Japanese script[edit]

Wikipedia:Manual of Style (Japan-related articles)#Using Japanese in the article body provides guidance for articles on topics related to Japan. The {{nihongo}} template is in widespread use in such articles. One feature of the template is that it includes a link to a Help article. The article Yokohama begins with the nihongo template (if you edit the article, you see it after the info box and the {{for}} template. Fg2 02:15, 1 December 2006 (UTC)


Since the only problems that have been raised are specific to the Indian situation, and since the issues involved vary enormously from one context to another, I suggest that this discussion be directed toward Wikipedia:Manual of Style (Indic-related articles), which could really use some attention, and maybe a name change.

I just can't see the value of any catch-all solution here. We've found the box solution to work well in Korea-related artices; on the other hand, in Japan-related articles (where typically only one script and romanization is needed), the vernacular script fits handily into the stream of article text. ...Although perhaps this page could serve to document the various ways that different communities on Wikipedia have resolved this issue in different contexts... -- Visviva 02:22, 1 December 2006 (UTC)
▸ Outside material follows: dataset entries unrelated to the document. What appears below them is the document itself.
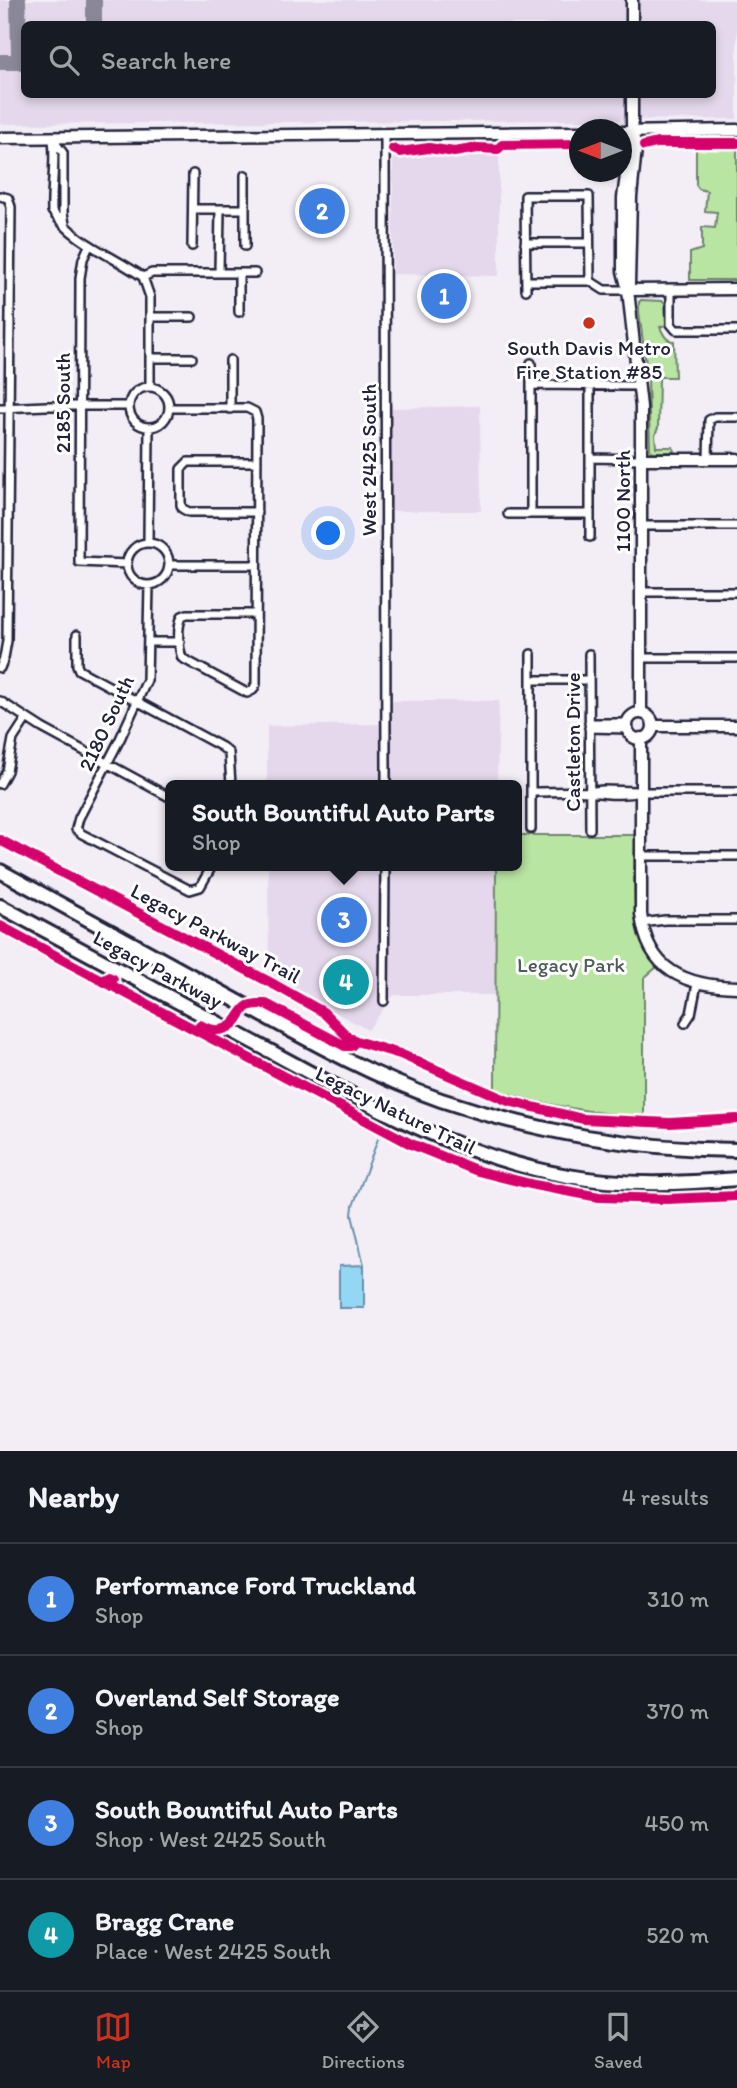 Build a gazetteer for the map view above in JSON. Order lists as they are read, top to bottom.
{
  "streets": {
    "highway": ["Legacy Parkway"],
    "street": [
      "2185 South",
      "West 2425 South",
      "1100 North",
      "2180 South",
      "Castleton Drive"
    ],
    "cycle path": ["Legacy Parkway Trail", "Legacy Nature Trail"]
  },
  "crossings": [
    ["2185 South", "2180 South"]
  ],
  "parks": ["Legacy Park"],
  "places": ["South Davis Metro Fire Station #85"],
  "north": "left",
  "page": {
    "search": "Search here",
    "pins": [
      "2",
      "1",
      "3",
      "4"
    ],
    "popup": ["South Bountiful Auto Parts", "Shop"],
    "heading": ["Nearby", "4 results"],
    "list": [
      {
        "mark": "1",
        "name": "Performance Ford Truckland",
        "note": "Shop",
        "value": "310 m"
      },
      {
        "mark": "2",
        "name": "Overland Self Storage",
        "note": "Shop",
        "value": "370 m"
      },
      {
        "mark": "3",
        "name": "South Bountiful Auto Parts",
        "note": "Shop · West 2425 South",
        "value": "450 m"
      },
      {
        "mark": "4",
        "name": "Bragg Crane",
        "note": "Place · West 2425 South",
        "value": "520 m"
      }
    ],
    "nav": ["Map", "Directions", "Saved"]
  }
} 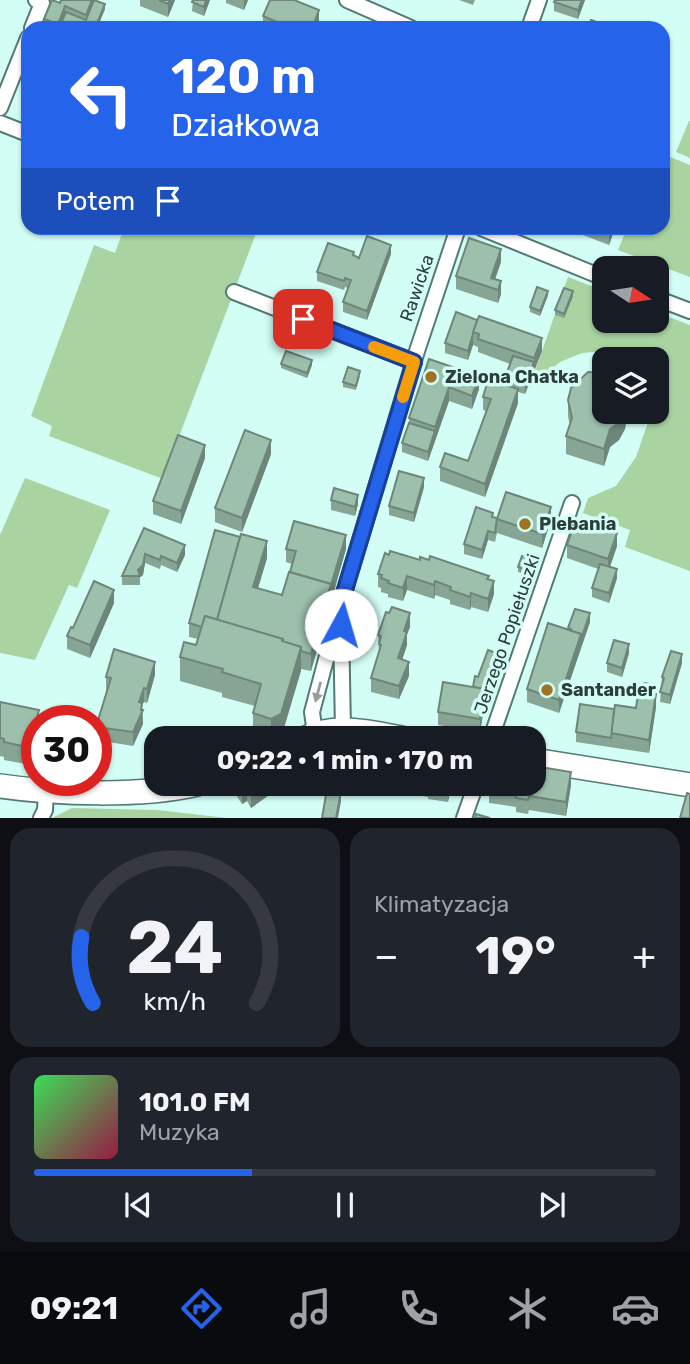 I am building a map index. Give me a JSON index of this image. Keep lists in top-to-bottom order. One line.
{"streets":{"street":["Rawicka","Jerzego Popiełuszki"]},"places":["Zielona Chatka","Plebania","Santander"],"north":"right","page":{"turn":["120 m","Działkowa"],"then":"Potem","limit":"30","trip":"09:22 · 1 min · 170 m","tile":"Klimatyzacja","heat":["−","19°","+"],"song":["101.0 FM","Muzyka"],"tabs":"09:21","gauge":["24","km/h"]}}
As parthi said, this is a "global" policy. Just vote yes for scripts and it will make it all go away. ^_-.--D-Boy 02:32, 1 December 2006 (UTC)
Whether it's a catch all solution, or India specific policy, the reasons behind the proposal is genuine. The communal, religious, ethnic rivalry and non productive edit wars that go on in so many India related articles make WP look a laughing stock. Imagine reading an article with five scripts in the first sentence plus IPA and IAST transliteration (as was the case with Carnatic music until reasently). - Parthi talk/contribs 02:58, 1 December 2006 (UTC) (edit conflict) For example of inappropriate inclusion of scripts, see Mahesh Bhupathi. For example an unreadable lead, see Rajnikanth. For example of the stupid edit wars that happen, see Vidya Balan. Cheers Parthi talk/contribs 03:23, 1 December 2006 (UTC)
To my Koreanized eyes, it seems like an infobox is what you need (option 3), but that needs to be worked out with regard to the specific Indian situation(s). India's situation is even more unique than most; trying to create a general policy based on that is bound to result in something that is either dangerously permissive or destructively restrictive... -- Visviva 03:18, 1 December 2006 (UTC)
I could live with a box. It just depends on what's in the box. Urdu shouldn't be on half the articles. I always wanted a box for indic articles like the Korean one. It's so simple.--D-Boy 04:15, 1 December 2006 (UTC)
Articles dealing with Korea have a box with multiple scripts and romanizations, which is pretty close to the situation that articles on India face. A box might be right for India as for Korea. Differences between India and other places are specific to India and should not form the basis for a policy for other places. Situations vary so much from country to country that a worldwide policy seems unlikely to happen. I recommend discussing it within the community of editors of articles on India, as Visviva said. Fg2 03:43, 1 December 2006 (UTC)
I agree with Visviva in that a catch-all solution would not work very well. I also like the idea of this page documenting all of the different methods used for the various languages. For some, inline usage works really well (e.g. Japanese articles), and for others, a box would work better due to multiple scripts that would tend to clutter the intro. ···日本穣? · Talk to Nihonjoe 04:27, 1 December 2006 (UTC)

Good idea[edit]

This guideline proposal is a great idea. Personally I don't understand how the vernacular scripts help. Can someone please explain to me how they help? Who are the target audience? I am with proposal 4. The interwiki-links can do the same job in a much better way. Regards, Ganeshk (talk) 03:36, 1 December 2006 (UTC)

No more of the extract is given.